▸ **DATASET ENTRIES**:
· · · ·
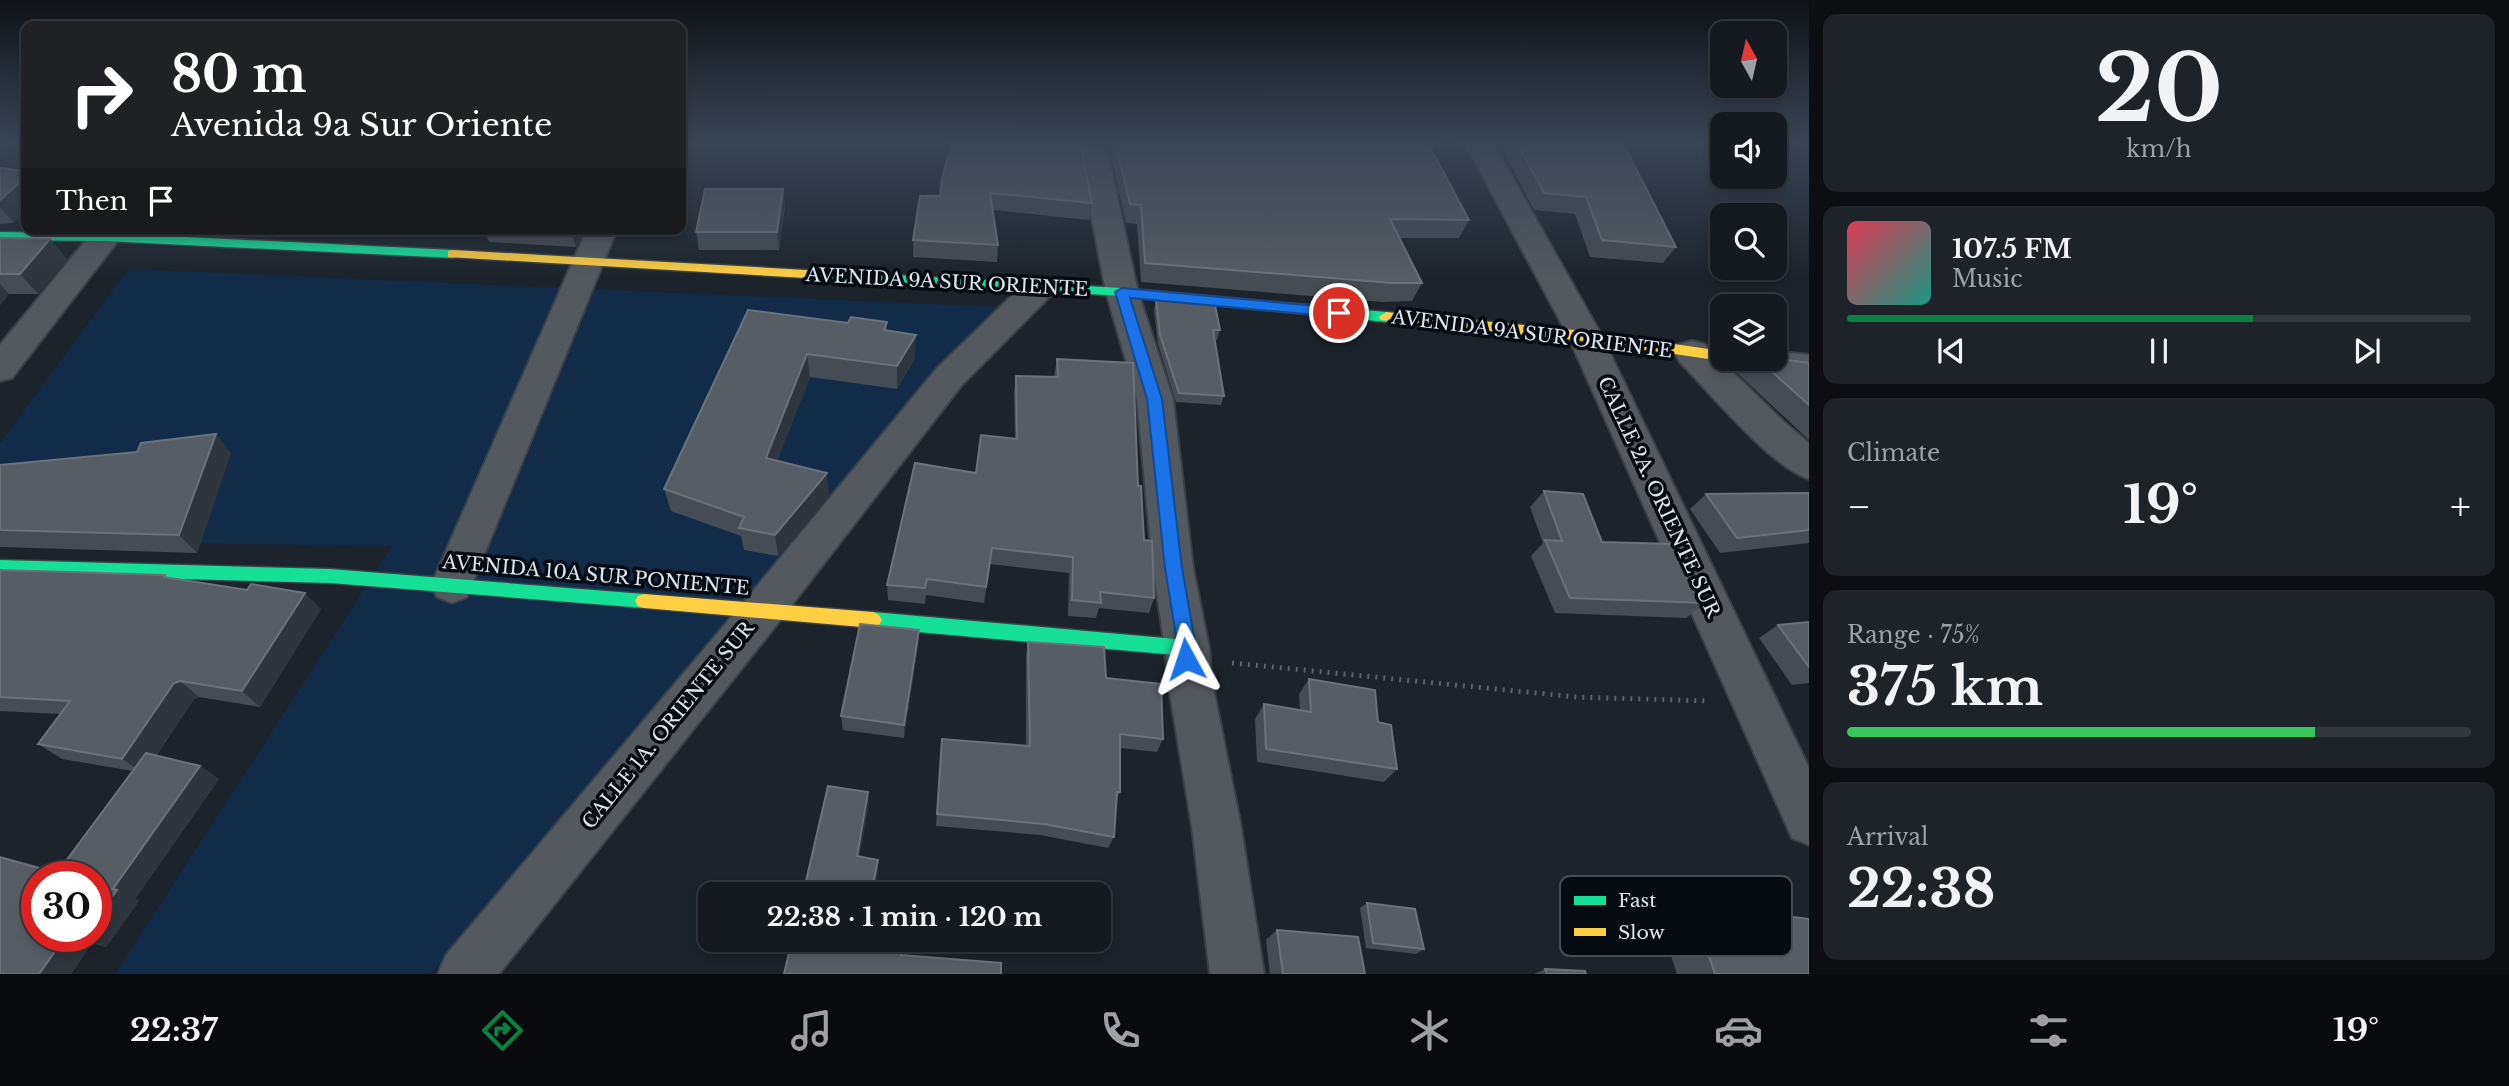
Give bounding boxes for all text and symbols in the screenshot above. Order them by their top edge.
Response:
north arrow [1710,21,1787,98]
map controls [1710,21,1787,371]
text: 20 [2095,33,2223,146]
text: 80 m [171,44,306,105]
icon: right [56,49,147,140]
text: Avenida 9a Sur Oriente [171,105,552,145]
button: sound [1710,112,1787,189]
text: km/h [2126,135,2192,163]
icon: arrive [142,182,180,220]
text: Then [56,185,128,217]
button: search [1710,203,1787,280]
text: 107.5 FM [1952,233,2072,265]
street label: AVENIDA 9A SUR ORIENTE [804,263,1089,301]
text: Music [1952,265,2023,293]
pin [1309,283,1369,343]
icon: arrive [1320,294,1358,332]
button: layers [1710,294,1787,371]
street label: AVENIDA 9A SUR ORIENTE [1389,305,1674,363]
icon: previous [1932,332,1970,370]
icon: pause [2140,332,2178,370]
icon: next [2348,332,2386,370]
street label: CALLE 2A. ORIENTE SUR [1593,373,1725,622]
text: Climate [1847,439,1940,467]
text: 19° [2123,473,2198,537]
text: − [1847,483,1871,530]
text: + [2450,483,2471,530]
street label: AVENIDA 10A SUR PONIENTE [441,550,750,600]
street label: CALLE 1A. ORIENTE SUR [577,616,759,833]
text: Range · 75% [1847,621,1980,649]
position arrow [1149,622,1223,696]
text: 375 km [1847,655,2043,719]
text: Arrival [1847,823,1928,851]
text: 22:38 [1847,857,1996,921]
speed limit sign: 30 [21,861,112,952]
legend [1560,876,1792,956]
text: Fast [1618,889,1657,912]
text: 22:38 · 1 min · 120 m [767,901,1042,933]
text: Slow [1618,921,1665,944]
icon: directions [478,1006,527,1055]
icon: music [787,1006,836,1055]
icon: phone [1096,1006,1145,1055]
icon: climate [1405,1006,1454,1055]
icon: car [1714,1006,1763,1055]
icon: filters [2024,1006,2073,1055]
text: 22:37 [130,1010,218,1050]
text: 19° [2333,1010,2379,1050]

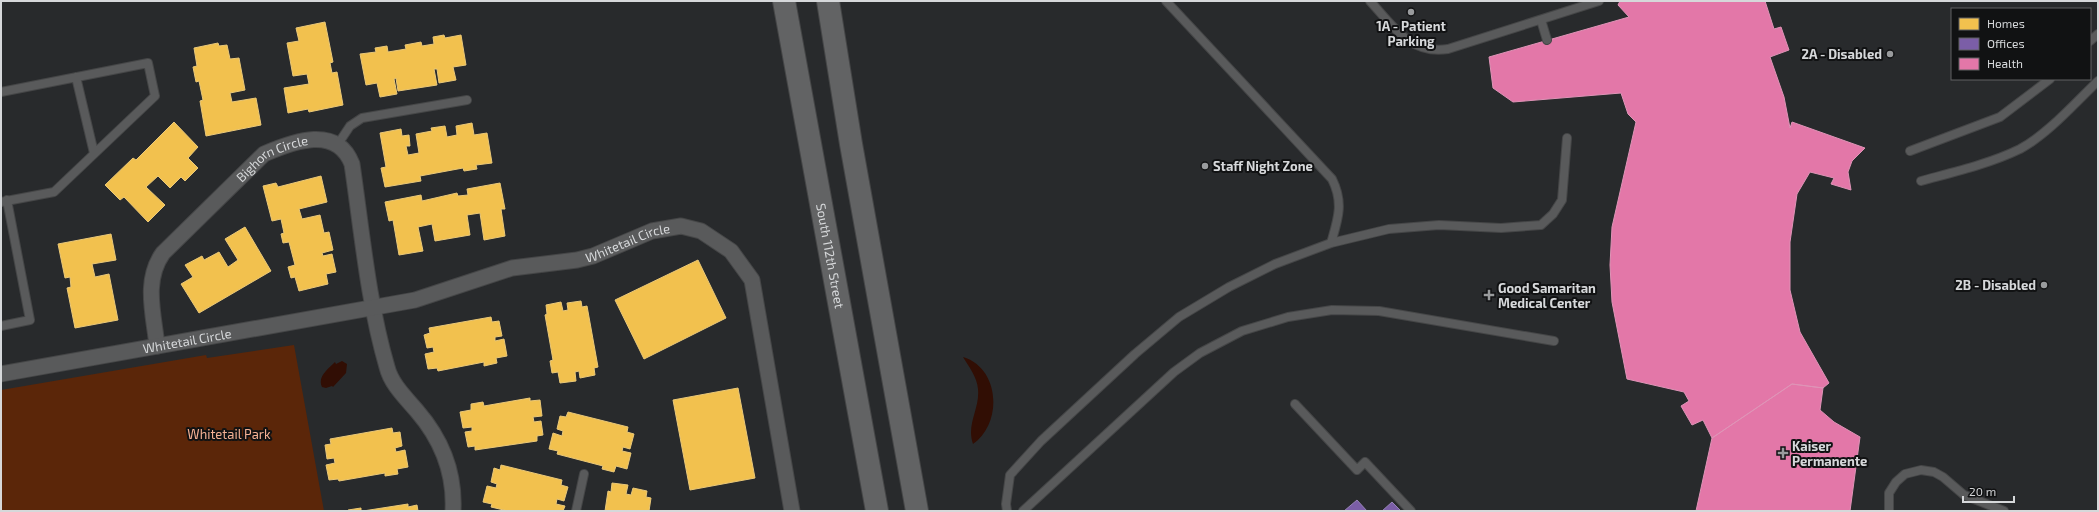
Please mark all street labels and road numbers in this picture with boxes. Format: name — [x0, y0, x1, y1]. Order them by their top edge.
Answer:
street label: Bighorn Circle — [233, 132, 309, 185]
street label: South 112th Street — [813, 202, 848, 310]
street label: Whitetail Circle — [584, 220, 671, 266]
street label: Whitetail Circle — [141, 325, 233, 357]

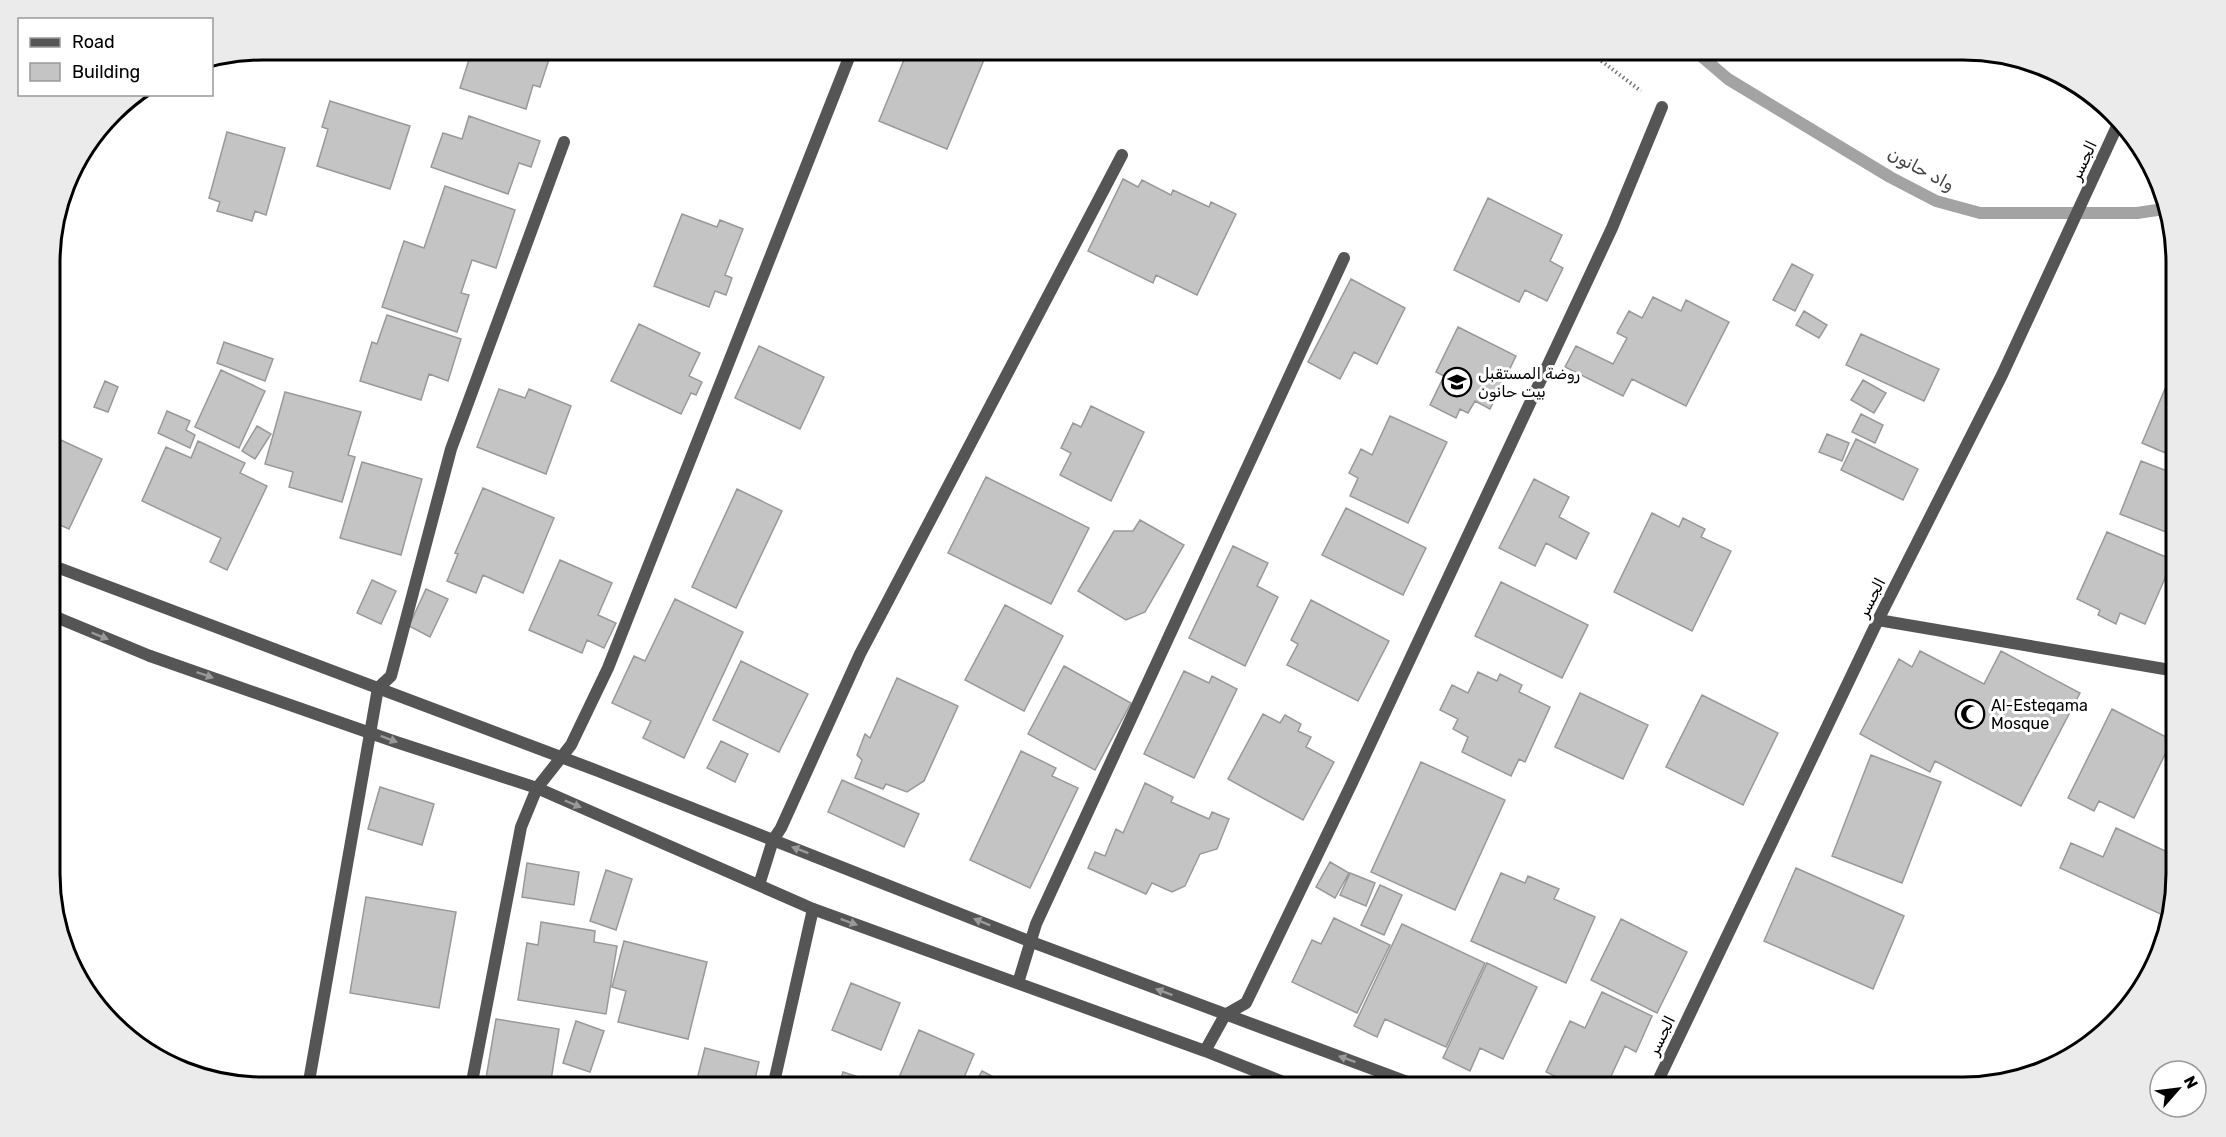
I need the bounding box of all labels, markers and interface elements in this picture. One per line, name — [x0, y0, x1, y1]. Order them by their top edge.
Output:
legend — [18, 18, 213, 96]
text: Road — [72, 31, 115, 53]
text: Building — [72, 61, 140, 83]
street label: الجسر — [2066, 137, 2102, 184]
water label: واد حانون — [1884, 142, 1958, 196]
place label: روضة المستقبل بيت حانون — [1478, 364, 1580, 402]
school or university icon: روضة المستقبل بيت حانون — [1441, 366, 1473, 398]
street label: الجسر — [1853, 574, 1890, 621]
one-way arrow — [92, 631, 110, 641]
one-way arrow — [196, 670, 214, 680]
place label: Al-Esteqama Mosque — [1991, 696, 2088, 733]
mosque icon: Al-Esteqama Mosque — [1954, 698, 1986, 730]
one-way arrow — [380, 735, 398, 744]
one-way arrow — [564, 800, 582, 809]
one-way arrow — [791, 845, 809, 855]
one-way arrow — [973, 917, 991, 926]
one-way arrow — [840, 918, 858, 927]
one-way arrow — [1155, 986, 1173, 996]
street label: الجسر — [1643, 1012, 1680, 1059]
one-way arrow — [1338, 1054, 1356, 1063]
north arrow — [2148, 1059, 2208, 1119]
text: N — [2180, 1073, 2202, 1092]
· · · ·
Return the lines above that include the string "الجسر".

street label: الجسر — [2066, 137, 2102, 184]
street label: الجسر — [1853, 574, 1890, 621]
street label: الجسر — [1643, 1012, 1680, 1059]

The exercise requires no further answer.